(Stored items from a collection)
—————

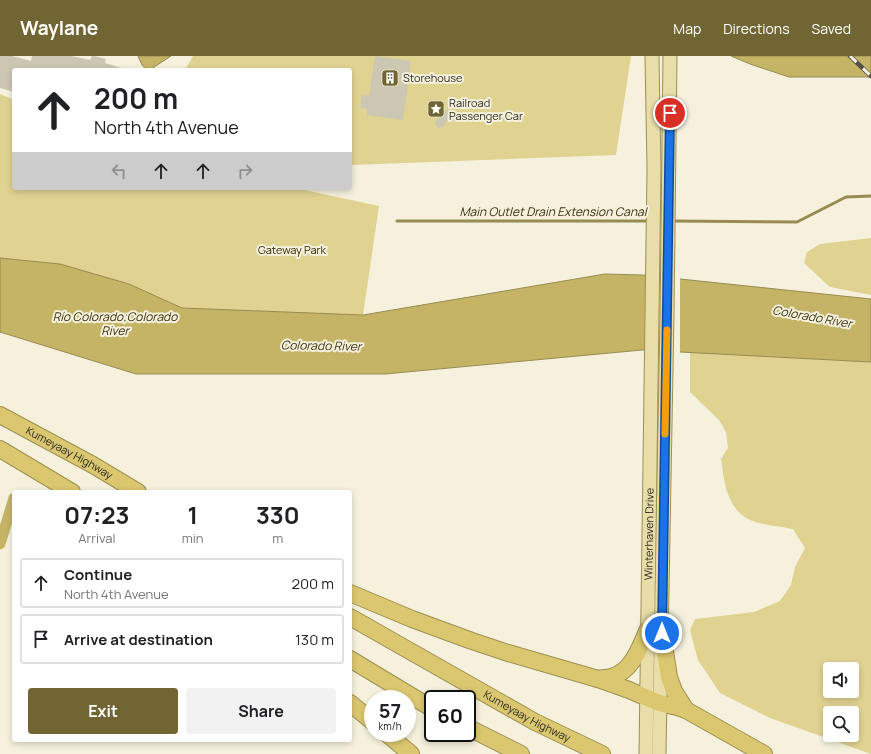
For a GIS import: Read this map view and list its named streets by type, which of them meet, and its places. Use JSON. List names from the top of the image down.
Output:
{
  "streets": {
    "highway": ["Kumeyaay Highway"],
    "main road": ["Winterhaven Drive"]
  },
  "water": ["Main Outlet Drain Extension Canal", "Río Colorado;Colorado River", "Colorado River"],
  "parks": ["Gateway Park"],
  "places": {
    "building": ["Storehouse"],
    "place": ["Railroad Passenger Car"]
  },
  "page": {
    "header": "Waylane",
    "nav": ["Map", "Directions", "Saved"],
    "turn": ["200 m", "North 4th Avenue"],
    "eta": [
      "07:23",
      "Arrival",
      "1",
      "min",
      "330",
      "m"
    ],
    "list": [
      {
        "name": "Continue",
        "note": "North 4th Avenue",
        "value": "200 m"
      },
      {
        "name": "Arrive at destination",
        "value": "130 m"
      }
    ],
    "buttons": ["Exit", "Share"],
    "speed": "57 km/h",
    "limit": "60"
  }
}
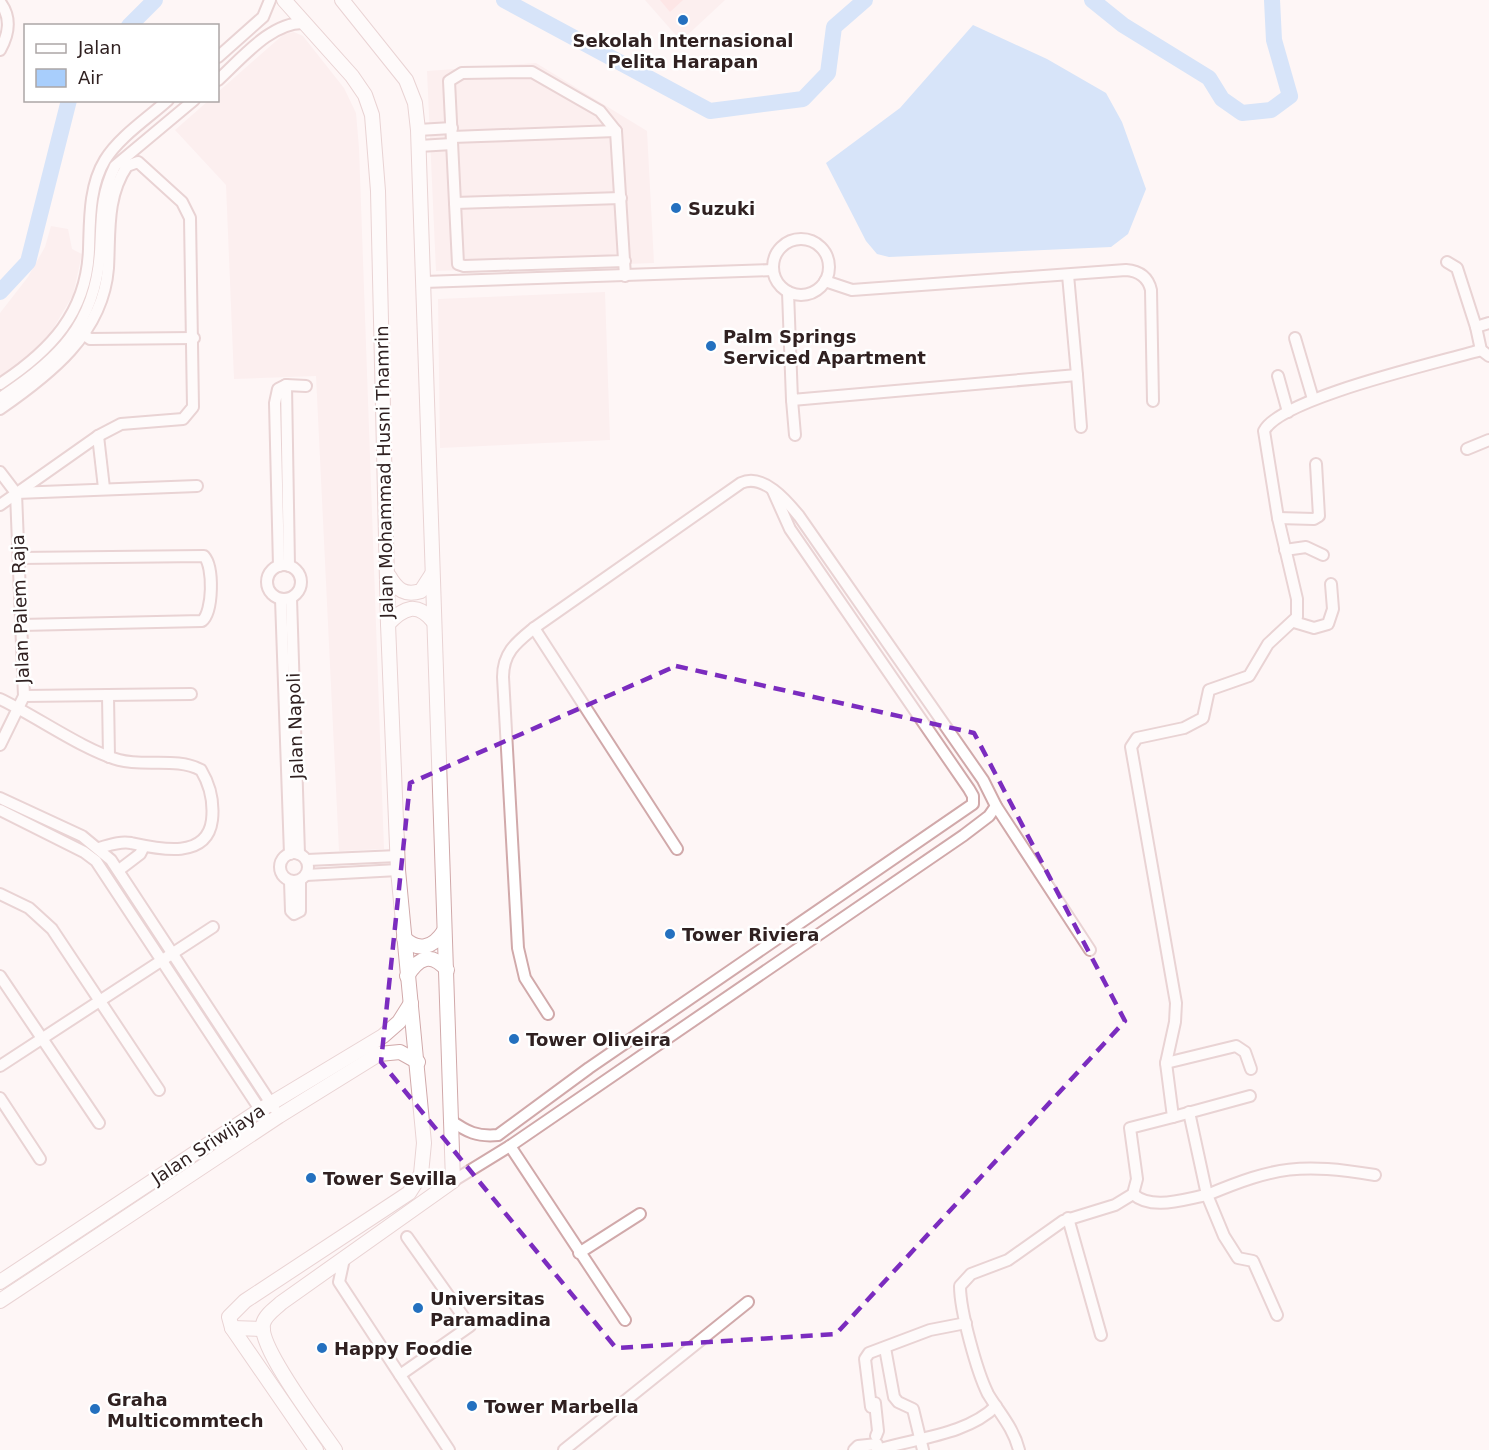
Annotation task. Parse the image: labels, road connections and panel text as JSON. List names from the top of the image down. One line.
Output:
{"streets":{"street":["Jalan Mohammad Husni Thamrin","Jalan Palem Raja","Jalan Napoli","Jalan Sriwijaya"]},"crossings":[["Jalan Mohammad Husni Thamrin","Jalan Sriwijaya"]],"places":["Sekolah Internasional Pelita Harapan","Suzuki","Palm Springs Serviced Apartment","Tower Riviera","Tower Oliveira","Tower Sevilla","Universitas Paramadina","Happy Foodie","Tower Marbella","Graha Multicommtech"],"legend":["Jalan","Air"]}
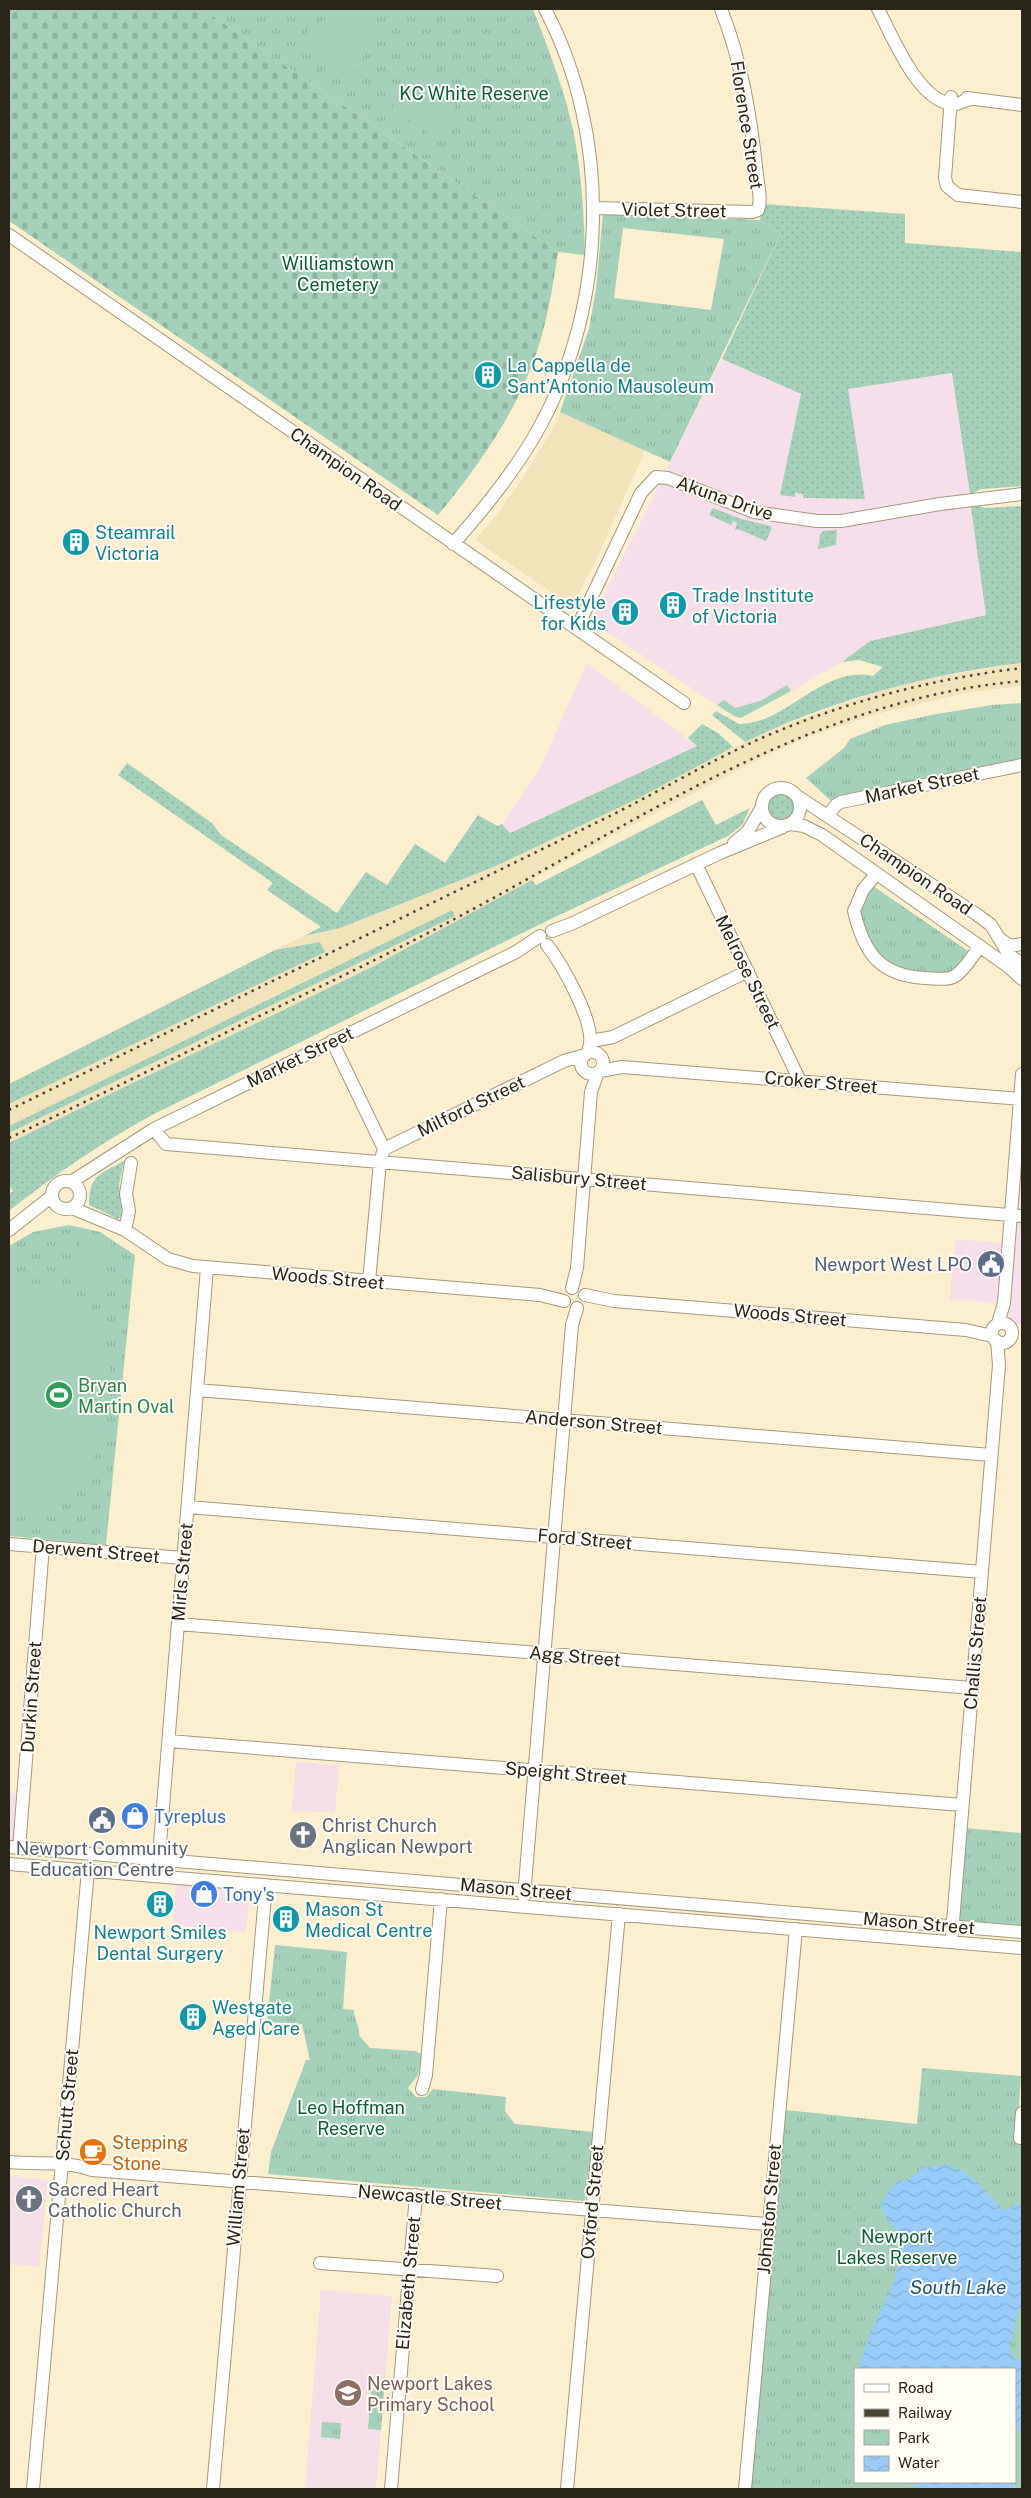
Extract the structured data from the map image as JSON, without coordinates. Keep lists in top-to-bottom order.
{
  "streets": {
    "street": [
      "Florence Street",
      "Violet Street",
      "Champion Road",
      "Akuna Drive",
      "Market Street",
      "Melrose Street",
      "Croker Street",
      "Milford Street",
      "Salisbury Street",
      "Woods Street",
      "Anderson Street",
      "Ford Street",
      "Derwent Street",
      "Mirls Street",
      "Challis Street",
      "Agg Street",
      "Durkin Street",
      "Speight Street",
      "Mason Street",
      "Schutt Street",
      "William Street",
      "Newcastle Street",
      "Oxford Street",
      "Johnston Street",
      "Elizabeth Street"
    ]
  },
  "crossings": [
    ["Florence Street", "Violet Street"],
    ["Champion Road", "Akuna Drive"],
    ["Champion Road", "Market Street"],
    ["Market Street", "Melrose Street"],
    ["Market Street", "Salisbury Street"],
    ["Market Street", "Woods Street"],
    ["Melrose Street", "Croker Street"],
    ["Croker Street", "Milford Street"],
    ["Croker Street", "Challis Street"],
    ["Salisbury Street", "Challis Street"],
    ["Woods Street", "Mirls Street"],
    ["Woods Street", "Challis Street"],
    ["Anderson Street", "Mirls Street"],
    ["Anderson Street", "Challis Street"],
    ["Ford Street", "Mirls Street"],
    ["Ford Street", "Challis Street"],
    ["Derwent Street", "Mirls Street"],
    ["Derwent Street", "Durkin Street"],
    ["Mirls Street", "Agg Street"],
    ["Mirls Street", "Speight Street"],
    ["Mirls Street", "Mason Street"],
    ["Challis Street", "Agg Street"],
    ["Challis Street", "Speight Street"],
    ["Challis Street", "Mason Street"],
    ["Durkin Street", "Mason Street"],
    ["Mason Street", "Schutt Street"],
    ["Mason Street", "William Street"],
    ["Mason Street", "Oxford Street"],
    ["Mason Street", "Johnston Street"],
    ["Schutt Street", "Newcastle Street"],
    ["William Street", "Newcastle Street"],
    ["Newcastle Street", "Oxford Street"],
    ["Newcastle Street", "Johnston Street"],
    ["Newcastle Street", "Elizabeth Street"]
  ],
  "water": ["South Lake"],
  "parks": [
    "KC White Reserve",
    "Williamstown Cemetery",
    "Leo Hoffman Reserve",
    "Newport Lakes Reserve"
  ],
  "places": {
    "building": [
      "La Cappella de Sant’Antonio Mausoleum",
      "Steamrail Victoria",
      "Trade Institute of Victoria",
      "Lifestyle for Kids",
      "Newport Smiles Dental Surgery",
      "Mason St Medical Centre",
      "Westgate Aged Care"
    ],
    "public building": ["Newport West LPO", "Newport Community Education Centre"],
    "sports": ["Bryan Martin Oval"],
    "shop": ["Tyreplus", "Tony's"],
    "church": ["Christ Church Anglican Newport", "Sacred Heart Catholic Church"],
    "cafe": ["Stepping Stone"],
    "school or university": ["Newport Lakes Primary School"]
  },
  "legend": [
    "Road",
    "Railway",
    "Park",
    "Water"
  ]
}
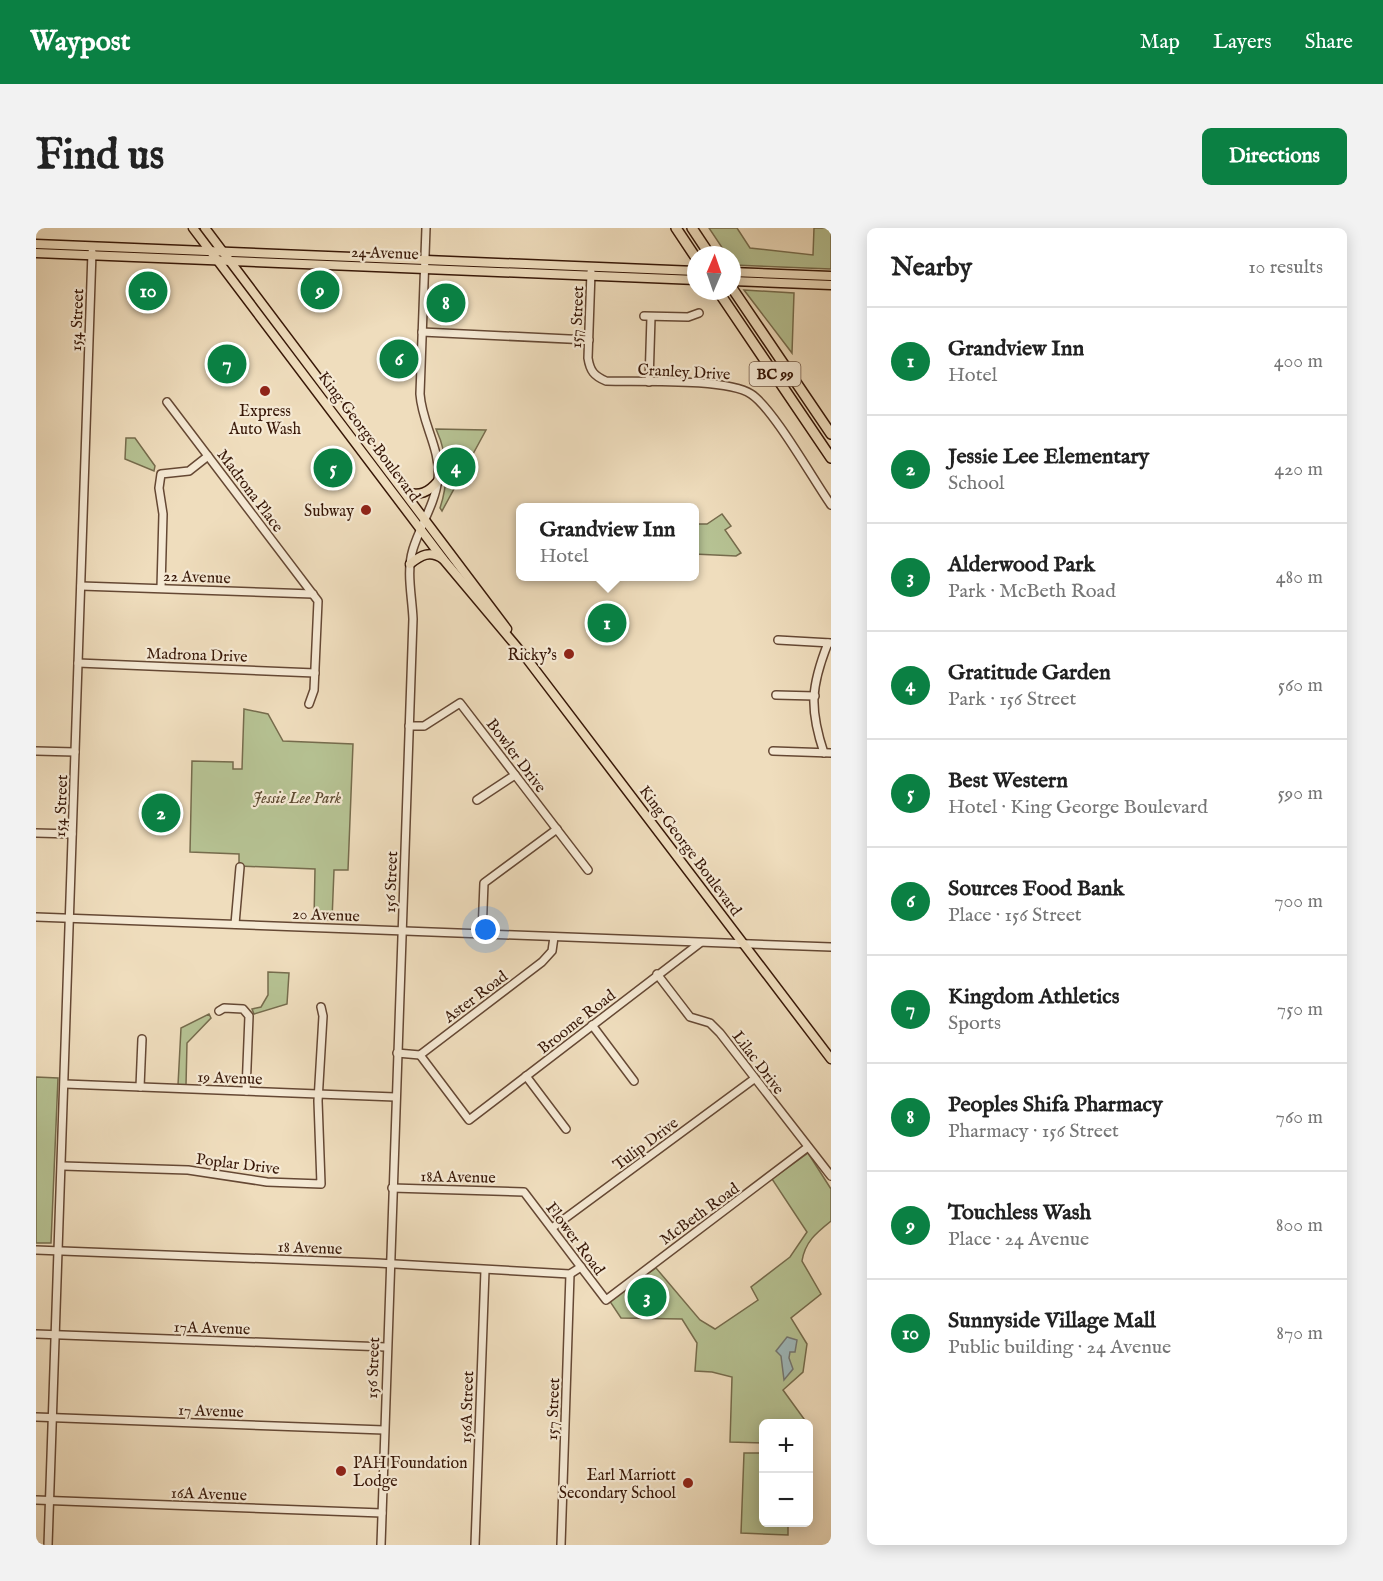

—————

**Exercise requirements:**
Give all the records again, exactly, without images.

**Solution for this exercise:**
For a GIS import: Read this map view and list its named streets by type, which of them meet, and its places. Use JSON. List names from the top of the image down.
Output:
{
  "streets": {
    "highway": ["Kumeyaay Highway"],
    "main road": ["Winterhaven Drive"]
  },
  "water": ["Main Outlet Drain Extension Canal", "Río Colorado;Colorado River", "Colorado River"],
  "parks": ["Gateway Park"],
  "places": {
    "building": ["Storehouse"],
    "place": ["Railroad Passenger Car"]
  },
  "page": {
    "header": "Waylane",
    "nav": ["Map", "Directions", "Saved"],
    "turn": ["200 m", "North 4th Avenue"],
    "eta": [
      "07:23",
      "Arrival",
      "1",
      "min",
      "330",
      "m"
    ],
    "list": [
      {
        "name": "Continue",
        "note": "North 4th Avenue",
        "value": "200 m"
      },
      {
        "name": "Arrive at destination",
        "value": "130 m"
      }
    ],
    "buttons": ["Exit", "Share"],
    "speed": "57 km/h",
    "limit": "60"
  }
}
Annotation task. Parse the image: labels, road connections and panel text as JSON. List names from the top of the image down. One line.
Output:
{"streets":{"street":["Jalan Mohammad Husni Thamrin","Jalan Palem Raja","Jalan Napoli","Jalan Sriwijaya"]},"crossings":[["Jalan Mohammad Husni Thamrin","Jalan Sriwijaya"]],"places":["Sekolah Internasional Pelita Harapan","Suzuki","Palm Springs Serviced Apartment","Tower Riviera","Tower Oliveira","Tower Sevilla","Universitas Paramadina","Happy Foodie","Tower Marbella","Graha Multicommtech"],"legend":["Jalan","Air"]}
Extract the structured data from the map image as JSON, without coordinates. Keep lists in top-to-bottom order.
{
  "streets": {
    "street": [
      "Florence Street",
      "Violet Street",
      "Champion Road",
      "Akuna Drive",
      "Market Street",
      "Melrose Street",
      "Croker Street",
      "Milford Street",
      "Salisbury Street",
      "Woods Street",
      "Anderson Street",
      "Ford Street",
      "Derwent Street",
      "Mirls Street",
      "Challis Street",
      "Agg Street",
      "Durkin Street",
      "Speight Street",
      "Mason Street",
      "Schutt Street",
      "William Street",
      "Newcastle Street",
      "Oxford Street",
      "Johnston Street",
      "Elizabeth Street"
    ]
  },
  "crossings": [
    ["Florence Street", "Violet Street"],
    ["Champion Road", "Akuna Drive"],
    ["Champion Road", "Market Street"],
    ["Market Street", "Melrose Street"],
    ["Market Street", "Salisbury Street"],
    ["Market Street", "Woods Street"],
    ["Melrose Street", "Croker Street"],
    ["Croker Street", "Milford Street"],
    ["Croker Street", "Challis Street"],
    ["Salisbury Street", "Challis Street"],
    ["Woods Street", "Mirls Street"],
    ["Woods Street", "Challis Street"],
    ["Anderson Street", "Mirls Street"],
    ["Anderson Street", "Challis Street"],
    ["Ford Street", "Mirls Street"],
    ["Ford Street", "Challis Street"],
    ["Derwent Street", "Mirls Street"],
    ["Derwent Street", "Durkin Street"],
    ["Mirls Street", "Agg Street"],
    ["Mirls Street", "Speight Street"],
    ["Mirls Street", "Mason Street"],
    ["Challis Street", "Agg Street"],
    ["Challis Street", "Speight Street"],
    ["Challis Street", "Mason Street"],
    ["Durkin Street", "Mason Street"],
    ["Mason Street", "Schutt Street"],
    ["Mason Street", "William Street"],
    ["Mason Street", "Oxford Street"],
    ["Mason Street", "Johnston Street"],
    ["Schutt Street", "Newcastle Street"],
    ["William Street", "Newcastle Street"],
    ["Newcastle Street", "Oxford Street"],
    ["Newcastle Street", "Johnston Street"],
    ["Newcastle Street", "Elizabeth Street"]
  ],
  "water": ["South Lake"],
  "parks": [
    "KC White Reserve",
    "Williamstown Cemetery",
    "Leo Hoffman Reserve",
    "Newport Lakes Reserve"
  ],
  "places": {
    "building": [
      "La Cappella de Sant’Antonio Mausoleum",
      "Steamrail Victoria",
      "Trade Institute of Victoria",
      "Lifestyle for Kids",
      "Newport Smiles Dental Surgery",
      "Mason St Medical Centre",
      "Westgate Aged Care"
    ],
    "public building": ["Newport West LPO", "Newport Community Education Centre"],
    "sports": ["Bryan Martin Oval"],
    "shop": ["Tyreplus", "Tony's"],
    "church": ["Christ Church Anglican Newport", "Sacred Heart Catholic Church"],
    "cafe": ["Stepping Stone"],
    "school or university": ["Newport Lakes Primary School"]
  },
  "legend": [
    "Road",
    "Railway",
    "Park",
    "Water"
  ]
}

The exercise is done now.